Healthcare utilisation in the last year of life in internal medicine, young-old versus old-old
- PMID: 33228566
- PMCID: PMC7685638
- DOI: 10.1186/s12877-020-01894-0
Healthcare utilisation in the last year of life in internal medicine, young-old versus old-old
Abstract
Background: With increasing cost of healthcare in our aging society, a consistent pain point is that of end-of-life care. It is particularly difficult to prognosticate in non-cancer patients, leading to more healthcare utilisation without improving quality of life. Additionally, older adults do not age homogenously. Hence, we seek to characterise healthcare utilisation in young-old and old-old at the end-of-life.
Methods: We conducted a single-site retrospective review of decedents under department of Advanced Internal Medicine (AIM) over a year. Young-old is defined as 65-79 years; old-old as 80 years and above. Data collected was demographic characteristics; clinical data including Charlson Comorbidity Index (CCI), FRAIL-NH and advance care planning (ACP); healthcare utilisation including days spent in hospital, hospital admissions, length of stay of terminal admission and clinic visits; and quality of end-of-life care including investigations and symptomatic control. Documentation was individually reviewed for quality of communication.

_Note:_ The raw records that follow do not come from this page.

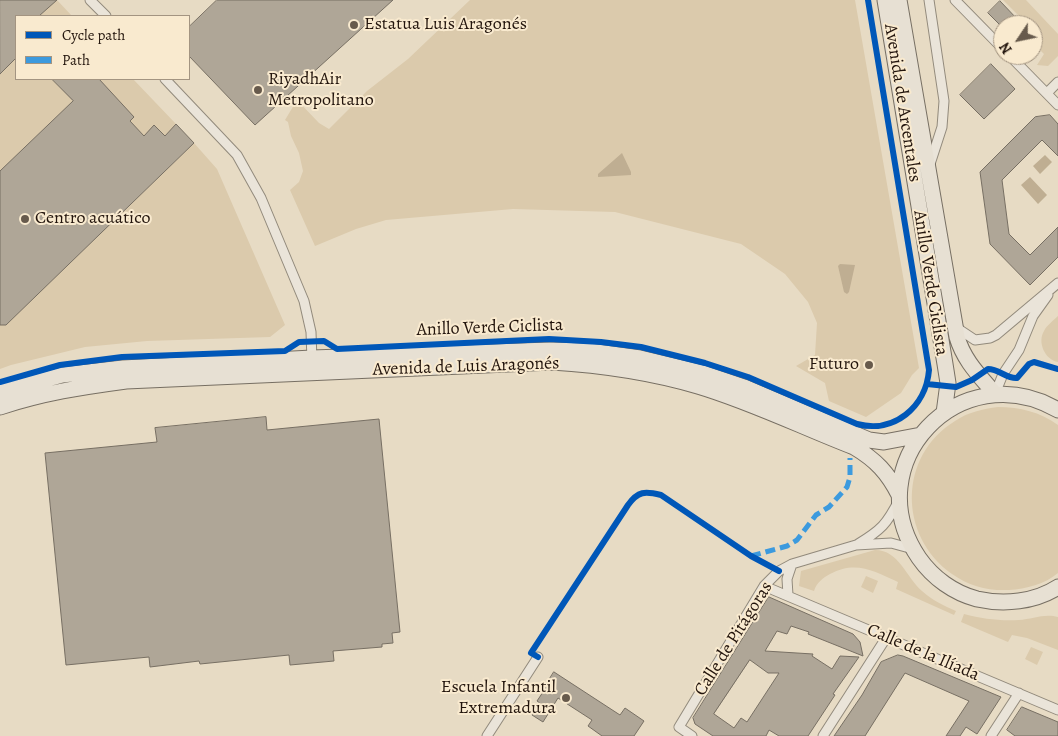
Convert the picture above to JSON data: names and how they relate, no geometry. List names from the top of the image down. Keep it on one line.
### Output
{"streets":{"main road":["Avenida de Arcentales","Avenida de Luis Aragonés"],"street":["Calle de Pitágoras","Calle de la Ilíada"],"cycle path":["Anillo Verde Ciclista"]},"crossings":[["Avenida de Luis Aragonés","Calle de Pitágoras"],["Calle de Pitágoras","Calle de la Ilíada"]],"places":["Estatua Luis Aragonés","RiyadhAir Metropolitano","Centro acuático","Futuro","Escuela Infantil Extremadura"],"legend":["Cycle path","Path"],"north":"bottom left"}
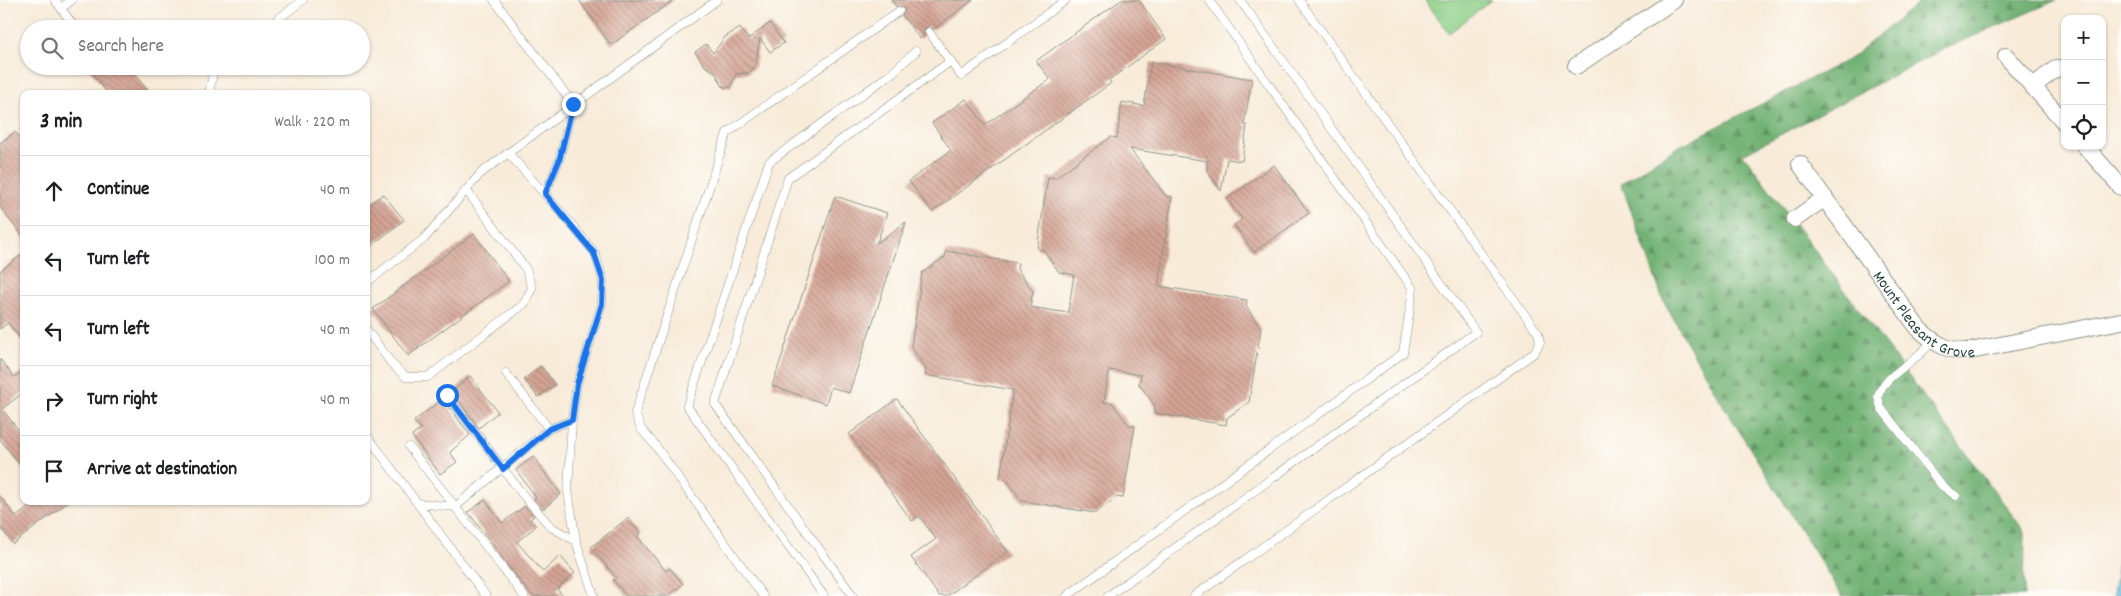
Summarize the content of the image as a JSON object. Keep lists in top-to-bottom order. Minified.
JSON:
{"streets":{"street":["Mount Pleasant Grove"]},"page":{"map_buttons":["+","−"],"search":"Search here","heading":["3 min","Walk · 220 m"],"list":[["Continue","40 m"],["Turn left","100 m"],["Turn left","40 m"],["Turn right","40 m"],"Arrive at destination"]}}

Results: One hundred eighty-nine older adult decedents. Old-old decedents were mostly females (63% vs. 42%, p = 0.004), higher CCI scores (7.7 vs 6.6, p = 0.007), similarly frail with lower polypharmacy (62.9% vs 71.9%, p = 0.01). ACP uptake was low in both, old-old 15.9% vs. young-old 17.5%. Poor prognosis was conveyed to family, though conversation did not result in moderating extent of care. Old-old had less healthcare utilisation. Adjusting for sex, multimorbidity and frailty, old-old decedents had 7.3 ± 3.5 less hospital days in their final year. Further adjusting for cognition and residence, old-old had 0.5 ± 0.3 less hospital admissions. When accounted for home care services, old-old spent 2.7 ± 0.8 less hospital days in their last admission.
Conclusion: There was high healthcare utilisation in older adults, but especially young-old. Enhanced education and goal-setting are needed in the acute care setting. ACP needs to be reinforced in acute care with further research to evaluate if it reduces unnecessary utilisation at end-of-life.
Keywords: End-of-life; Healthcare utilisation; Older adults.
Conflict of interest statement
The authors declare that they have no competing interests.